In the Netflix documentary Halftime, Jennifer Lopez plays a different role: cultural underdog.

“I want something real. I want something that’s gonna make a statement,” Jennifer Lopez says to an NFL producer in her new Netflix documentary, Halftime. She’s responding to executives trying to cut out scenes of children in cages from her Super Bowl show, and she’s fed up. “I’m trying to give you something with substance; not just us out there shaking our fucking asses and fucking belly dancing,” she continues.

It’s a markedly different tone than the one we’re used to seeing from the smiling reality show judge, music video face-giver, and movie star. She was the first Latina paid $1 million for a movie role with 1997’s Selena and then broke records when her album and movieJ.Lo and The Wedding Planner — shot to No. 1 on the charts the same week of 2001. She’s done American Idol, Vegas residencies, dancing competitions, and scripted network TV shows.

But now she wants to be taken seriously. She’s talked about being seen as a lightweight since her Oscar snub for her role in the 2019 movie Hustlers and about how her crowd-pleasing work hasn’t always gotten critical acclaim by way of Grammys or Academy Awards. “It’s just 20, 25 years of people going, ‘Well, she’s not that great. She’s pretty and she makes cute music, but it’s not really this and that,’” she told Rolling Stone last year. “And I always acted like, ‘Yeah, I’m good. I’m fine. I’m OK.’ But it hurts to not be included. … There is an inner circle, like, ‘We are the great artists.’ And then there’s the pop artists.”

Recent documentaries about white women celebrities in the ’90s and aughts have accused the media of mistreating these stars. Lopez’s new film positions her in a similar — though much rarer — light as a Latina. It might seem like awkward framing from the woman whose lean-in mentality has gotten her into every door in Hollywood and beyond. But the documentary delivers an interesting journey down her decadeslong career.

Halftime intercuts Lopez’s early years, both before stardom and her earlier eras, with a slice-of-life look at the year leading up to the making of and reception of Hustlers and her Super Bowl performance. In typical Lopez fashion, there are full-glam confessionals where she sits in a director’s chair and reflects on her life as images flash onscreen.

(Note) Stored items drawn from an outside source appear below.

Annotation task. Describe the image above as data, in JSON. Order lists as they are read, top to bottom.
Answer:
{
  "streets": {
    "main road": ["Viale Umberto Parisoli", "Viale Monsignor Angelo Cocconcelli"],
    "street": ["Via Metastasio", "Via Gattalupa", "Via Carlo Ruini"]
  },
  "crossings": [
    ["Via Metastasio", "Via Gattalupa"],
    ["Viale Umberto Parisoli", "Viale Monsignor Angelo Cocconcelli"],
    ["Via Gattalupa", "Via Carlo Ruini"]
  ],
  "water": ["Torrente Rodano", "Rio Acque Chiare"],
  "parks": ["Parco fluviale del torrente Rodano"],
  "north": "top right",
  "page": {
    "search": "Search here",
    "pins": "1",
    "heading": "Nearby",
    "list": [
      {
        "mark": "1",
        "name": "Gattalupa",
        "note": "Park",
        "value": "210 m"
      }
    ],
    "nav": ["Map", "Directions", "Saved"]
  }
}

She talks about getting her drive to succeed from her parents, especially her strong mother, Lupe. Lopez shares how she felt undervalued in her family growing up in the Bronx, where she was anointed as a dancer-athlete while her sisters were considered the family singer and the smart one.

Her mom’s love of musicals trickled down to Lopez, especially West Side Story, and the movie’s star, Rita Moreno, became her role model for her own career: an entertainer who would dance, sing, and act. She quickly segued from a dancing Fly Girl on the comedy show In Living Color to Selena, and then finally to Hollywood A-lister and major pop star.

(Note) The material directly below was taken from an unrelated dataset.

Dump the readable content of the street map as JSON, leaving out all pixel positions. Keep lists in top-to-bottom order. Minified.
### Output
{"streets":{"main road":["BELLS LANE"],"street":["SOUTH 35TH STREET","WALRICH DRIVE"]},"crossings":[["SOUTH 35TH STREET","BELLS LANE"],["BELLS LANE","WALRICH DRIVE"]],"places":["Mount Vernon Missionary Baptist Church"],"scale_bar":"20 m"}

Recent documentaries about white women celebrities in the ‘90s and aughts have accused the media of mistreating these stars. Lopez’s new film positions her in a similar — though much rarer — light as a Latina.

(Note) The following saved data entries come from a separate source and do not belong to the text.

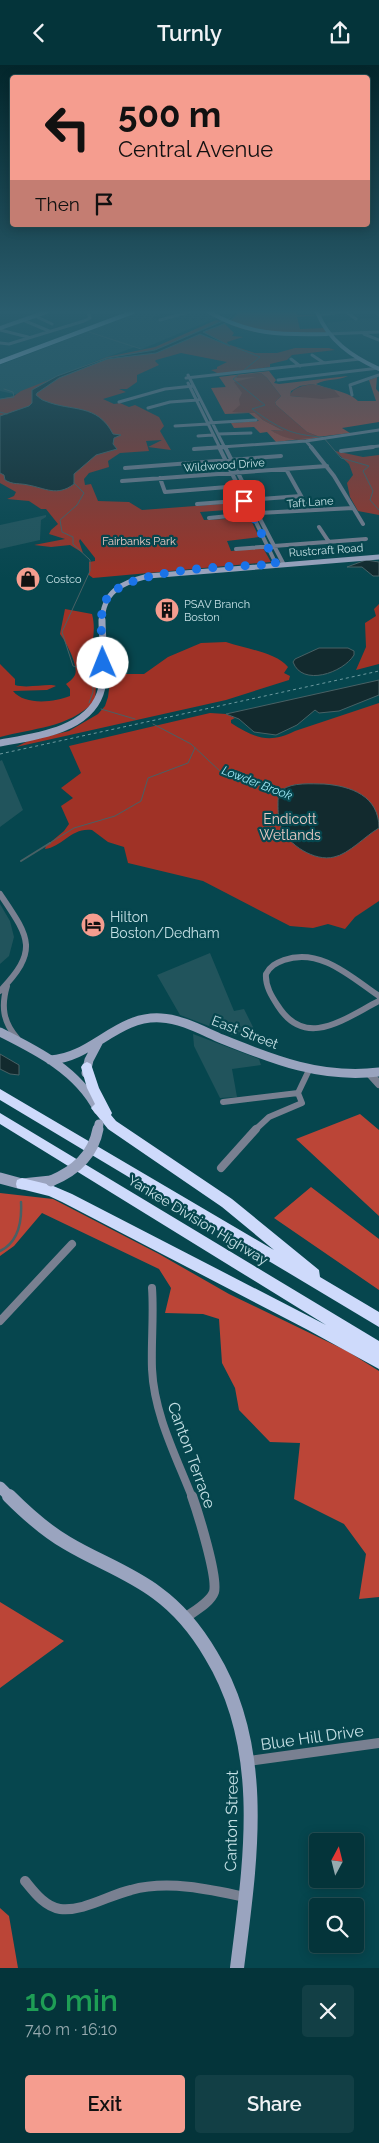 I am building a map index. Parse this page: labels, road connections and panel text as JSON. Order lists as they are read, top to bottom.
{
  "streets": {
    "highway": ["Yankee Division Highway"],
    "main road": ["Rustcraft Road", "East Street", "Canton Street"],
    "street": [
      "Wildwood Drive",
      "Taft Lane",
      "Canton Terrace",
      "Blue Hill Drive"
    ]
  },
  "crossings": [
    ["Canton Terrace", "Canton Street"],
    ["Blue Hill Drive", "Canton Street"]
  ],
  "water": ["Lowder Brook"],
  "parks": ["Fairbanks Park", "Endicott Wetlands"],
  "places": {
    "shop": ["Costco"],
    "building": ["PSAV Branch Boston"],
    "hotel": ["Hilton Boston/Dedham"]
  },
  "north": "top",
  "page": {
    "header": "Turnly",
    "turn": ["500 m", "Central Avenue"],
    "then": "Then",
    "heading": ["10 min", "740 m · 16:10"],
    "buttons": ["Exit", "Share"]
  }
} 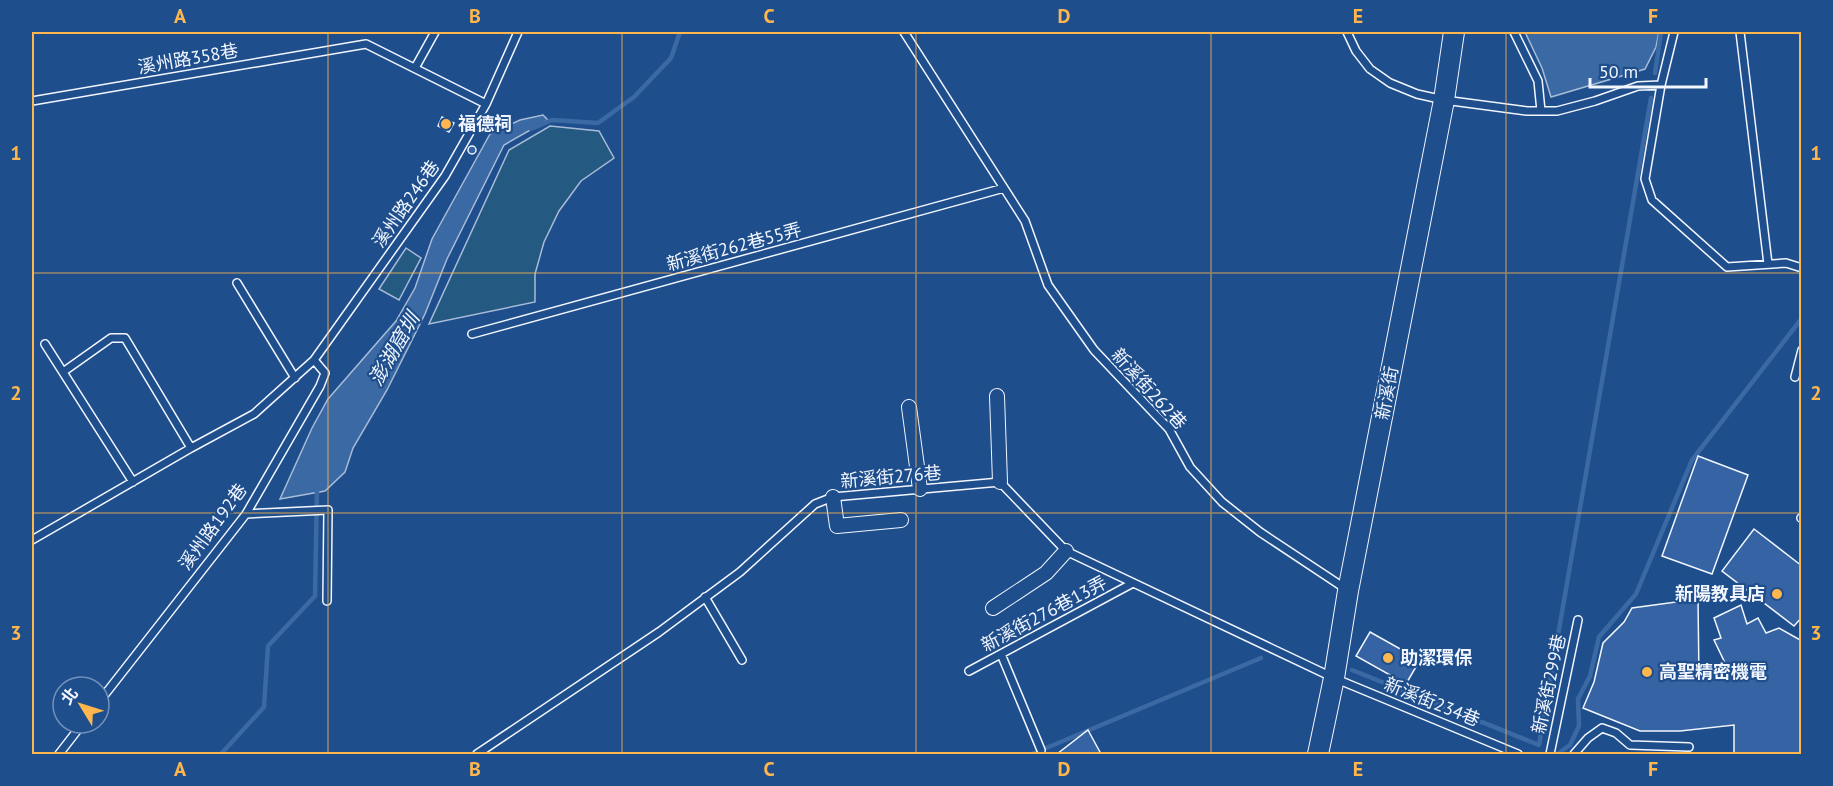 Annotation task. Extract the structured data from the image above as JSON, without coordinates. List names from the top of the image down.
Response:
{
  "streets": {
    "street": ["新溪街"],
    "lane": [
      "溪州路358巷",
      "溪州路246巷",
      "新溪街262巷55弄",
      "新溪街262巷",
      "新溪街276巷",
      "溪州路192巷",
      "新溪街276巷13弄",
      "新溪街299巷",
      "新溪街234巷"
    ]
  },
  "crossings": [
    ["溪州路358巷", "溪州路246巷"],
    ["溪州路246巷", "溪州路192巷"],
    ["新溪街262巷55弄", "新溪街262巷"],
    ["新溪街262巷", "新溪街"],
    ["新溪街", "新溪街234巷"]
  ],
  "water": ["澎湖窟圳"],
  "places": [
    "福德祠",
    "新陽教具店",
    "助潔環保",
    "高聖精密機電"
  ],
  "scale_bar": "50 m",
  "north": "top left",
  "grid": {
    "columns": [
      "A",
      "B",
      "C",
      "D",
      "E",
      "F"
    ],
    "rows": ["1", "2", "3"]
  }
}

But as she gained power and celebrity, there were persistent backlashes and jokes about her ethnicity and body. The film includes scenes of the kind of “humor” trotted out about her in late-night monologues and South Park even at the peak of her fame. There were clichéd Lopez-as-a-cleaning-lady bits, gross-out “taco-flavored” kiss jokes, and intrusive questions about her butt. There were also headlines about “diva” tendencies.

Lopez doesn’t talk about whether she enjoyed or fed into the unrelenting tabloid attention, even though from the outside she seemed to be having fun managing it. (Ben Affleck is trotted out for one brief moment where he says that Lopez told him that as a Latina woman she expected the backlash and double standards regarding her work and image.) She also doesn’t say much about what her work means to her in personal terms, beyond clichés about wanting to move people and writing songs about love, not politics. Then again, at least Lopez is honest about her aims (one of her albums is simply called Love?).

Still, for someone who’s stayed away from politics, she’s always oddly, and mesmerizingly, polarizing. There was that infamous 1998 Movieline magazine interview where she called Cameron Diaz "a lucky model who's been given a lot of opportunities” and said she couldn’t remember Gwyneth Paltrow’s movies. And before the documentary came out, Lopez sparked one of the most heated battles in the history of Latinx Twitter when she seemed to shade Shakira, based on a teaser from the documentary where she says the NFL’s demand for a shared Super Bowl performance was “the worst idea ever.”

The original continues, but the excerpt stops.